──────── RECORDS PROVIDED

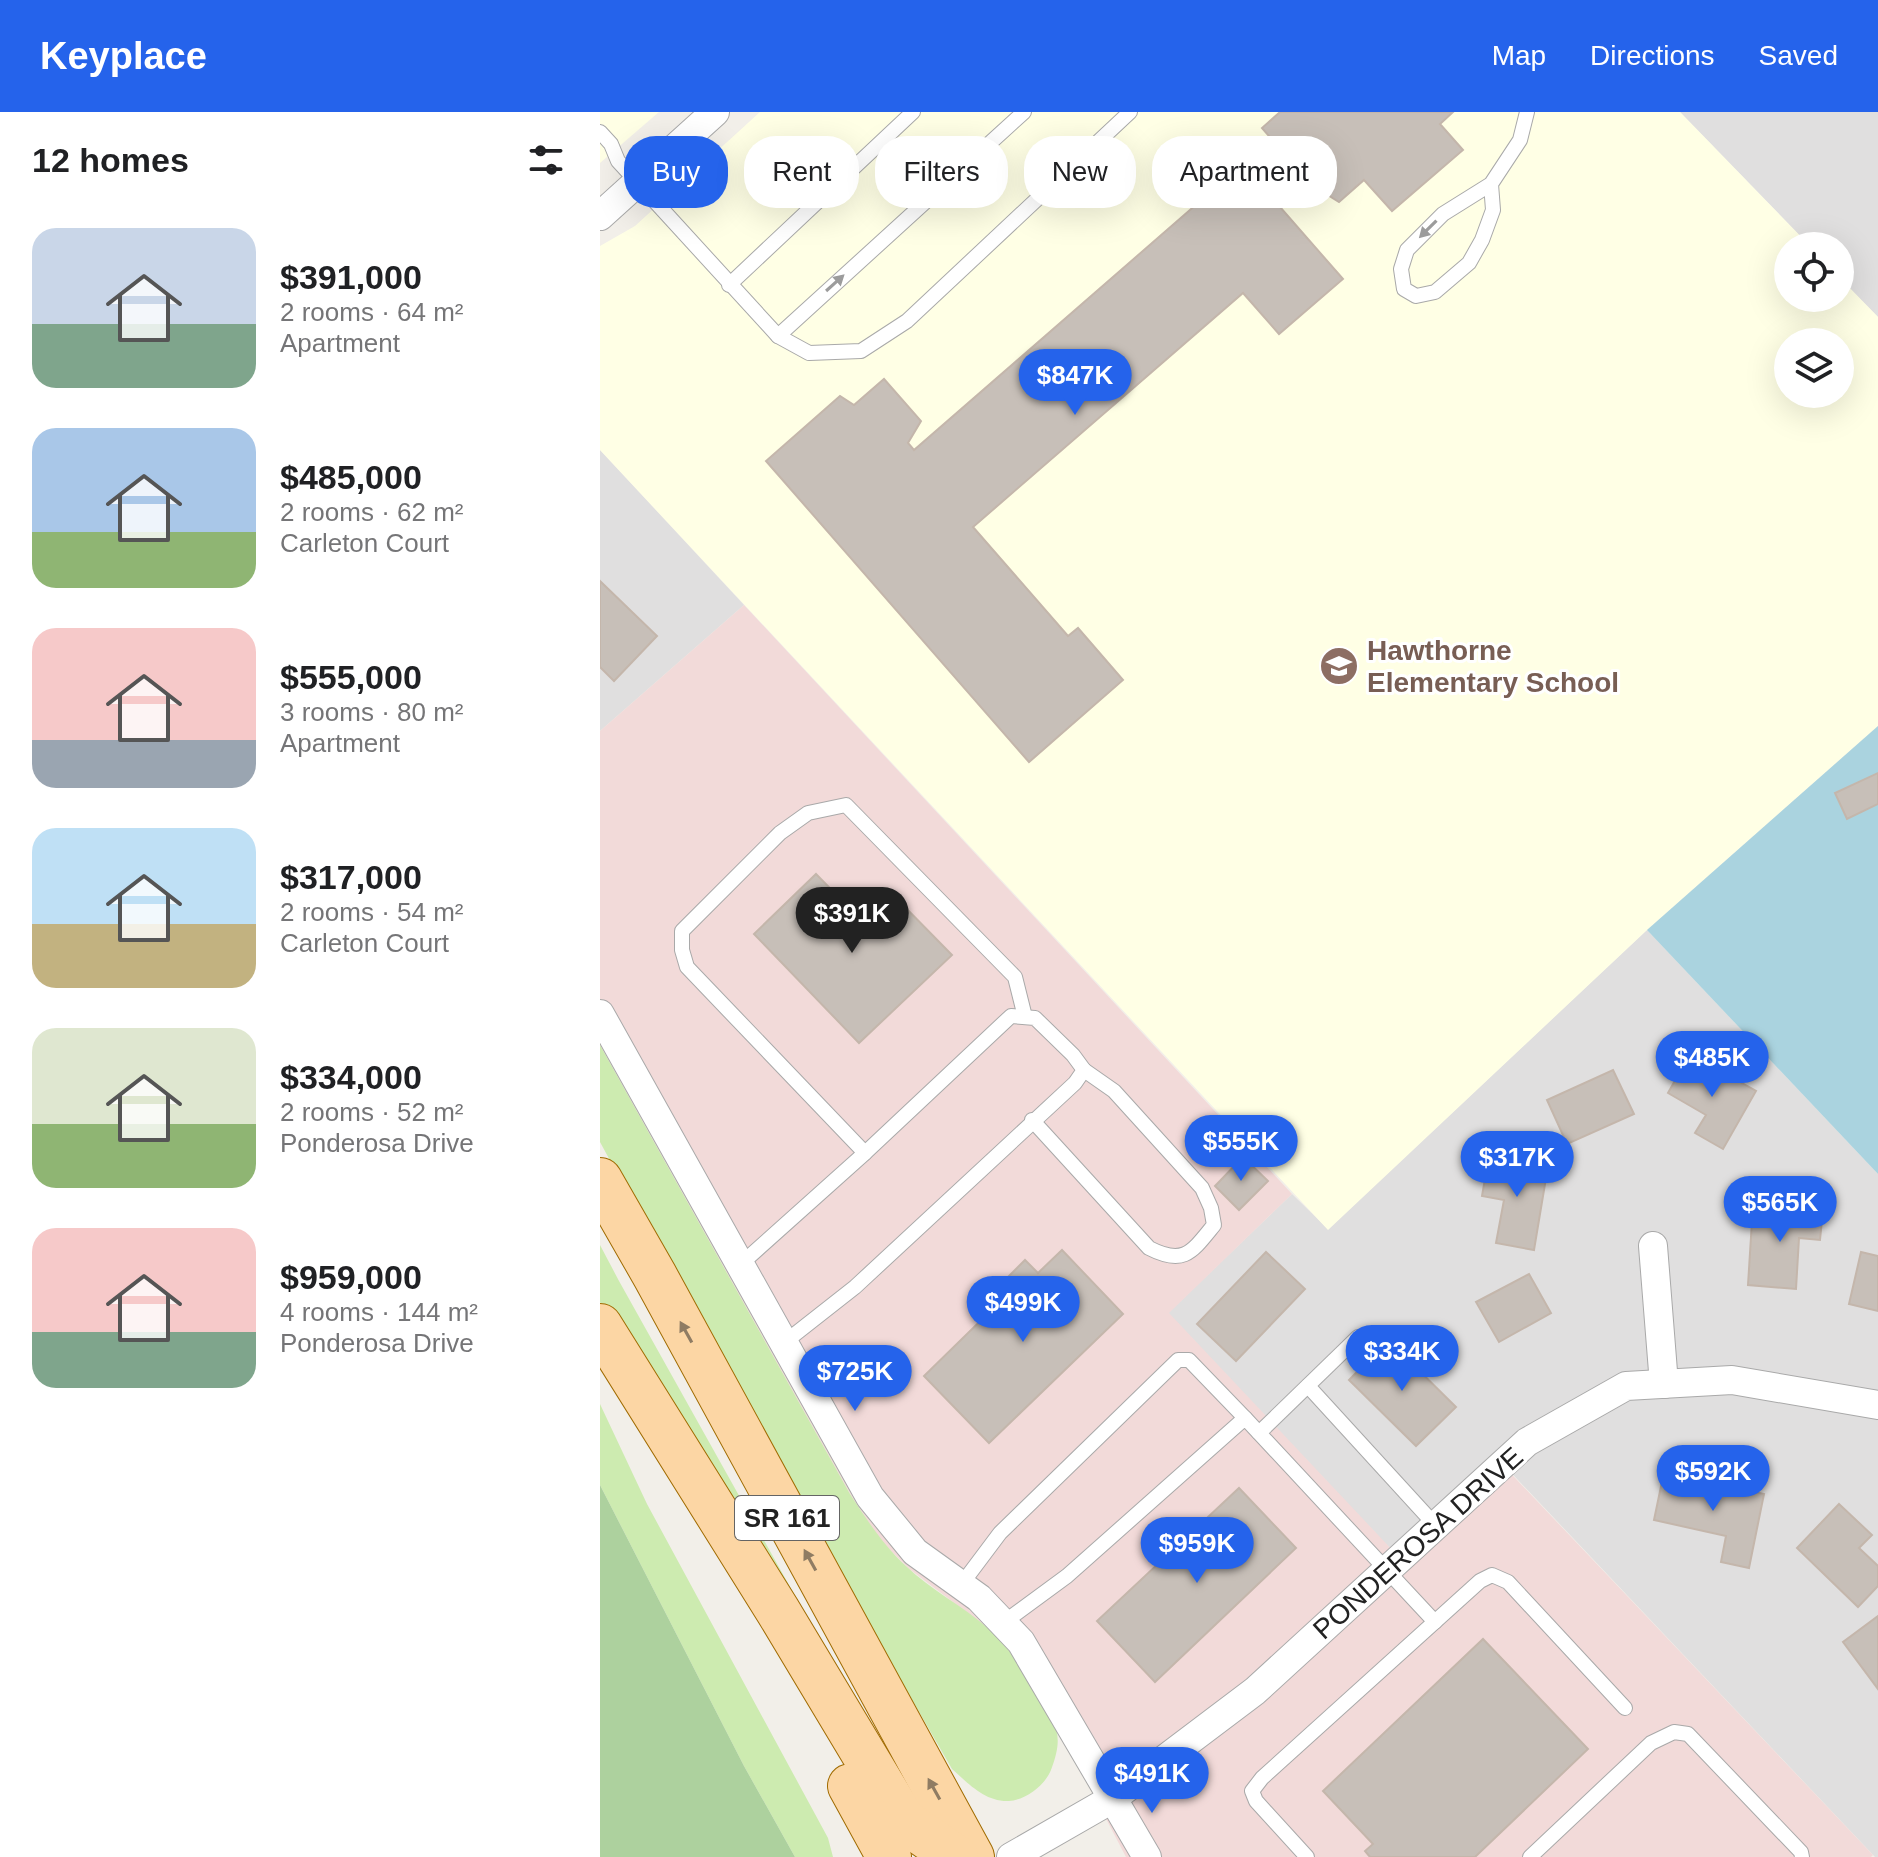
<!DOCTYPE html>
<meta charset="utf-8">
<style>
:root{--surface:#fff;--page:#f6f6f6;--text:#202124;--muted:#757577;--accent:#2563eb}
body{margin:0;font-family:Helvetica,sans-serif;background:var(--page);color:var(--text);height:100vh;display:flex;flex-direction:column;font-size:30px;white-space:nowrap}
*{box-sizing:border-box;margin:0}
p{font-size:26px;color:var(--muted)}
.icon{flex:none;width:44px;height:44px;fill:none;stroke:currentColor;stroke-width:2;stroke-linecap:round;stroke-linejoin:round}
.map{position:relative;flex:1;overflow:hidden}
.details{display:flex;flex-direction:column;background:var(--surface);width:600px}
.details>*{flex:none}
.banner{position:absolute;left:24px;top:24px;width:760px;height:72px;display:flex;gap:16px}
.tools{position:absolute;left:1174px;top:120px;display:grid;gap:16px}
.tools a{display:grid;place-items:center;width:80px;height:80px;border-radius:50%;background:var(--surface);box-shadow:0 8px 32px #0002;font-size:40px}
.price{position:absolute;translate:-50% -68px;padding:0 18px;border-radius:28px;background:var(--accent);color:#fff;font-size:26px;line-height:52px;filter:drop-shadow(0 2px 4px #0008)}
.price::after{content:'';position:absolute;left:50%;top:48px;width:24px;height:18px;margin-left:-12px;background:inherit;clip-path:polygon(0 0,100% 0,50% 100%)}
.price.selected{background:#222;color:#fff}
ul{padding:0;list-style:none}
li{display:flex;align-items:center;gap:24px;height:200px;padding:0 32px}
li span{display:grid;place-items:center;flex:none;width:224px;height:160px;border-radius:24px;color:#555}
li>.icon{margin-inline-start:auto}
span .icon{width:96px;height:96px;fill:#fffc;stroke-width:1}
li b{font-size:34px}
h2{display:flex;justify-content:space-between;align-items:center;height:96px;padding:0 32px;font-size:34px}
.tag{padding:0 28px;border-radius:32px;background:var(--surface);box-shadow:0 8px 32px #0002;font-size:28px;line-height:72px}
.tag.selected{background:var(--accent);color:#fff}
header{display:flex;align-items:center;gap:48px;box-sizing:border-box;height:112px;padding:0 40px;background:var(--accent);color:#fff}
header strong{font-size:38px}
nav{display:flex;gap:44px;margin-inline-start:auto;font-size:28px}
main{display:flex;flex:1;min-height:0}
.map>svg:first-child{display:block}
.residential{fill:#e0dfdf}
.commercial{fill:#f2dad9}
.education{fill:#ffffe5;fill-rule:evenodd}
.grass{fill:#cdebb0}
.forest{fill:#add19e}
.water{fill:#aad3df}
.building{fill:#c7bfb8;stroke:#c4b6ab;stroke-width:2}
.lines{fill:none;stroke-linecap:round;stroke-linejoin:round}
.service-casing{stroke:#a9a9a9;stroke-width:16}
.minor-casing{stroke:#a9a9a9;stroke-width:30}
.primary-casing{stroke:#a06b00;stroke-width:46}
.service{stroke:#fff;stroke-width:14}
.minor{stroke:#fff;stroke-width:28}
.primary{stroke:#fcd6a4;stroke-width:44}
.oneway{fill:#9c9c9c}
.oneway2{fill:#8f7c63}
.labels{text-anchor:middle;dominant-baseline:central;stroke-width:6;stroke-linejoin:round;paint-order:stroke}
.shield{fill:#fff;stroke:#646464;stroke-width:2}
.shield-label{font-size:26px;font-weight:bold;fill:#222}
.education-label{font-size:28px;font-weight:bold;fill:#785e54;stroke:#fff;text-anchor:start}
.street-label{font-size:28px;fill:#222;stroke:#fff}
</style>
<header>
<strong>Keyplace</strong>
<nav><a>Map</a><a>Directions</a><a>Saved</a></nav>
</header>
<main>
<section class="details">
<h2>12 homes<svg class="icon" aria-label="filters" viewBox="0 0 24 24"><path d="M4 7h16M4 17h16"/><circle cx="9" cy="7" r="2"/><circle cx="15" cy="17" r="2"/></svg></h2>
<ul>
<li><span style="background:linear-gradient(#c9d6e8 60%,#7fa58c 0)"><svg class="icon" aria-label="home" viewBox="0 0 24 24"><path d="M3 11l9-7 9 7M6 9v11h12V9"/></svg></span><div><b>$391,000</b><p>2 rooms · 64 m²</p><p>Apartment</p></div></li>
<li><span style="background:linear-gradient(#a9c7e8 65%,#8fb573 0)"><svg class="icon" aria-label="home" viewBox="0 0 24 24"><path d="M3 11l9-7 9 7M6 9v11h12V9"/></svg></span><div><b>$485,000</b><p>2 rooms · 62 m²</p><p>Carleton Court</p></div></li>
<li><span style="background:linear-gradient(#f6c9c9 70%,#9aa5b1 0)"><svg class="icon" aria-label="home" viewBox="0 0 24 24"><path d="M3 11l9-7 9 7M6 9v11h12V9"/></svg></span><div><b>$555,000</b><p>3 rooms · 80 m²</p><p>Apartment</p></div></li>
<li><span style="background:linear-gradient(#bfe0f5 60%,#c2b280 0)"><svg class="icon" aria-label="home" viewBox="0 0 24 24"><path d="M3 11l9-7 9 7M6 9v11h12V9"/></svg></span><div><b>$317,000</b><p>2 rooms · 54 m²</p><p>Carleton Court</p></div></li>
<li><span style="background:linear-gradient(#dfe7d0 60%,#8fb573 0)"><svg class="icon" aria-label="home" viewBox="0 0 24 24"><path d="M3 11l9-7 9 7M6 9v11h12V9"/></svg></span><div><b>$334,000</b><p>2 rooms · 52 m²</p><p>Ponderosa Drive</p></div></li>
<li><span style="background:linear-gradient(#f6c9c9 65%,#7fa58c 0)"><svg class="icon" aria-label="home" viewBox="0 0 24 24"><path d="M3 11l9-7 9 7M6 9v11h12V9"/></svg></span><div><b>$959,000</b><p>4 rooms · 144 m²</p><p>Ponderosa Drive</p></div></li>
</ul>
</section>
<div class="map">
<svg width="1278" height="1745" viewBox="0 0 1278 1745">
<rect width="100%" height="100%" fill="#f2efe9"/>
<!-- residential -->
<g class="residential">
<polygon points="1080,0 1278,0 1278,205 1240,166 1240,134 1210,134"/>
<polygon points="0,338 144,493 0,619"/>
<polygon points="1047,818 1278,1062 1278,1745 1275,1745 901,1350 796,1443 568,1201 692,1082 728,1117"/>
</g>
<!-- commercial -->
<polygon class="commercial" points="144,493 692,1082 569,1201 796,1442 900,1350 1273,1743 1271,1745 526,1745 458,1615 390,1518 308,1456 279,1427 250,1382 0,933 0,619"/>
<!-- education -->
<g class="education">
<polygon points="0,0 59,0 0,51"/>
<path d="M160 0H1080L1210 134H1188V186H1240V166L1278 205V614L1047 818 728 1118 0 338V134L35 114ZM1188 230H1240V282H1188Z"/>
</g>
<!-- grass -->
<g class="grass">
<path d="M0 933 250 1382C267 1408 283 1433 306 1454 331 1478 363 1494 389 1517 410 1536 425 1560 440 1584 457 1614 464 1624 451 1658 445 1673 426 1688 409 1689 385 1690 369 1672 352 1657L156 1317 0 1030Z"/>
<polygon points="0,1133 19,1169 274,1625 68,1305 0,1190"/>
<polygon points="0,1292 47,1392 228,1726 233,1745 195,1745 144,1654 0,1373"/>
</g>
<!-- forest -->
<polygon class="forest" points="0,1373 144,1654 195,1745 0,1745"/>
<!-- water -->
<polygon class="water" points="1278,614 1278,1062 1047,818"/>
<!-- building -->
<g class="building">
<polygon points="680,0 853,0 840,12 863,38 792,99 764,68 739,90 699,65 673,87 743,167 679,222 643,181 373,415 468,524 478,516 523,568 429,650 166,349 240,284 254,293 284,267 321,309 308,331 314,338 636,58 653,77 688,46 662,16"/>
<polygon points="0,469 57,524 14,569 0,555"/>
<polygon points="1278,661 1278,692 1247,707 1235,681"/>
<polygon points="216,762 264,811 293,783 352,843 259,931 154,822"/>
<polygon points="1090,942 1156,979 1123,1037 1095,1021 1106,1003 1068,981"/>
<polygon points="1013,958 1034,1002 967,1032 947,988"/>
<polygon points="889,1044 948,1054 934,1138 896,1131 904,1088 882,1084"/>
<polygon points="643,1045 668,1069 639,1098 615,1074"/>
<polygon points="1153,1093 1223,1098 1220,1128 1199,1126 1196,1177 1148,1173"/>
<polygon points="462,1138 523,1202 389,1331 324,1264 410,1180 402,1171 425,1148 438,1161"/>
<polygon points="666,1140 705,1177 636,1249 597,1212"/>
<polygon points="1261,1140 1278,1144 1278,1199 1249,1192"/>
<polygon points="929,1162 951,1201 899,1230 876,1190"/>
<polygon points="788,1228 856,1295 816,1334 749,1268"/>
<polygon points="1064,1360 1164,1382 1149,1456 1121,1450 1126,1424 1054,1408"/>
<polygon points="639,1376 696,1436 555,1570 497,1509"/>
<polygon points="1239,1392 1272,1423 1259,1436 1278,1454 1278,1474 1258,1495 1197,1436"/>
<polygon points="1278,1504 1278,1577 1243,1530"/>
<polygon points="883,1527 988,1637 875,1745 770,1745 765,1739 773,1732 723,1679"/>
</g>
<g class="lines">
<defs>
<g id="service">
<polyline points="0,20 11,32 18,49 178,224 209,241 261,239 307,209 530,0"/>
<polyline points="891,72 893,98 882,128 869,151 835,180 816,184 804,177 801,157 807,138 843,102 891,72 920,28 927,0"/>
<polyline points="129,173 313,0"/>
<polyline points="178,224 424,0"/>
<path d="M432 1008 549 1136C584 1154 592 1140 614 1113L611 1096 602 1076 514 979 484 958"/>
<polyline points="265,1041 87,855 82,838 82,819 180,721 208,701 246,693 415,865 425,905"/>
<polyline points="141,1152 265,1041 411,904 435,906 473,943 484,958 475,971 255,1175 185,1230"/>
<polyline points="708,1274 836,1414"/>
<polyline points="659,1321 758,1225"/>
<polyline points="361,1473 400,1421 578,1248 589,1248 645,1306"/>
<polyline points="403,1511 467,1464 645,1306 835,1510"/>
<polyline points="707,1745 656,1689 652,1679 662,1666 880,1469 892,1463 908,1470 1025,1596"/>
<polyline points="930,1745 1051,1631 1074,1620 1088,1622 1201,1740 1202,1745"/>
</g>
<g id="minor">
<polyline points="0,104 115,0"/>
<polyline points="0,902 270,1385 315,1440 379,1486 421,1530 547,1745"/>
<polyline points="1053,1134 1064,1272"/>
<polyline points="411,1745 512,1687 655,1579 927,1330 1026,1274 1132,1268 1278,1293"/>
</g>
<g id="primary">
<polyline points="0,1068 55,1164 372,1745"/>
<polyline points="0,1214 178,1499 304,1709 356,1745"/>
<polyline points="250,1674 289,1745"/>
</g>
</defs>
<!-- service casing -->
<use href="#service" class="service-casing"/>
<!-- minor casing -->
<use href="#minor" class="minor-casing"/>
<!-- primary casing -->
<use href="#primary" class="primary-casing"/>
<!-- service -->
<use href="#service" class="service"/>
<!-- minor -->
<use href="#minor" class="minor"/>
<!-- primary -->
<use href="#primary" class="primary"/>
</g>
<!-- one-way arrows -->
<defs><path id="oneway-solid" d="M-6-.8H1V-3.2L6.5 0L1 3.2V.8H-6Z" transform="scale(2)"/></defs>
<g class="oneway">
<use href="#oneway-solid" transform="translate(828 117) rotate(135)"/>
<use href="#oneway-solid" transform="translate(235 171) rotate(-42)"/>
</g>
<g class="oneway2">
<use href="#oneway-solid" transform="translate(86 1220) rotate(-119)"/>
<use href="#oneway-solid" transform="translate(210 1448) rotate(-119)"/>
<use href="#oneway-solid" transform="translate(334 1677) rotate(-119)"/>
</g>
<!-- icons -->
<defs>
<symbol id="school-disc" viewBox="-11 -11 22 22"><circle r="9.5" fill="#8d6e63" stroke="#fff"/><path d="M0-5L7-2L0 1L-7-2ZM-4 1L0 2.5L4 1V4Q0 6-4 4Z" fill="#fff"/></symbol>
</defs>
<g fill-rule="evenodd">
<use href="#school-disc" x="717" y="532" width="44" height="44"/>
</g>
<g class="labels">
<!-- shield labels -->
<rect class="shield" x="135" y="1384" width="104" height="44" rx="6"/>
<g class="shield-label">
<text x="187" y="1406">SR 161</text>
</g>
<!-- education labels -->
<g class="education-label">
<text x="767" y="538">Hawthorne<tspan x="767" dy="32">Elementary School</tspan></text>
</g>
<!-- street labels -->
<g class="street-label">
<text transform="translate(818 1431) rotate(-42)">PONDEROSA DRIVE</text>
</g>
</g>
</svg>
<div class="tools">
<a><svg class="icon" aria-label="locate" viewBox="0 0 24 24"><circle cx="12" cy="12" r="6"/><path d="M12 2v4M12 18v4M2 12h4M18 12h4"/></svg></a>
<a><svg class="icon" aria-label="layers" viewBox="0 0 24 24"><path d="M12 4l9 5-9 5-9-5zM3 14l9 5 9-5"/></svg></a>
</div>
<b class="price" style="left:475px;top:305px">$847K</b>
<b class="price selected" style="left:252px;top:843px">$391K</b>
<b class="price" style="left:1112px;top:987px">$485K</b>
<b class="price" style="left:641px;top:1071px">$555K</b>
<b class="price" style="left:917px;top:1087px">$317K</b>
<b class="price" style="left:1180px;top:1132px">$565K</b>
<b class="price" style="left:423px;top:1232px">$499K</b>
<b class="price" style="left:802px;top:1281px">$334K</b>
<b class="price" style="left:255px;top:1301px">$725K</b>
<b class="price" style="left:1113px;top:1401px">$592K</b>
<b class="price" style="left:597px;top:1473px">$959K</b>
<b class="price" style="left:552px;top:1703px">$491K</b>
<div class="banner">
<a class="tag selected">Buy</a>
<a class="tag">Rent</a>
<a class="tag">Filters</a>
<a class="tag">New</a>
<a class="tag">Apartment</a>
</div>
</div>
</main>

────────────────

- **PROBLEM**:
Reproduce each line of the entries in which the word "absolute" is found.

- **YOUR RESPONSE**:
.banner{position:absolute;left:24px;top:24px;width:760px;height:72px;display:flex;gap:16px}
.tools{position:absolute;left:1174px;top:120px;display:grid;gap:16px}
.price{position:absolute;translate:-50% -68px;padding:0 18px;border-radius:28px;background:var(--accent);color:#fff;font-size:26px;line-height:52px;filter:drop-shadow(0 2px 4px #0008)}
.price::after{content:'';position:absolute;left:50%;top:48px;width:24px;height:18px;margin-left:-12px;background:inherit;clip-path:polygon(0 0,100% 0,50% 100%)}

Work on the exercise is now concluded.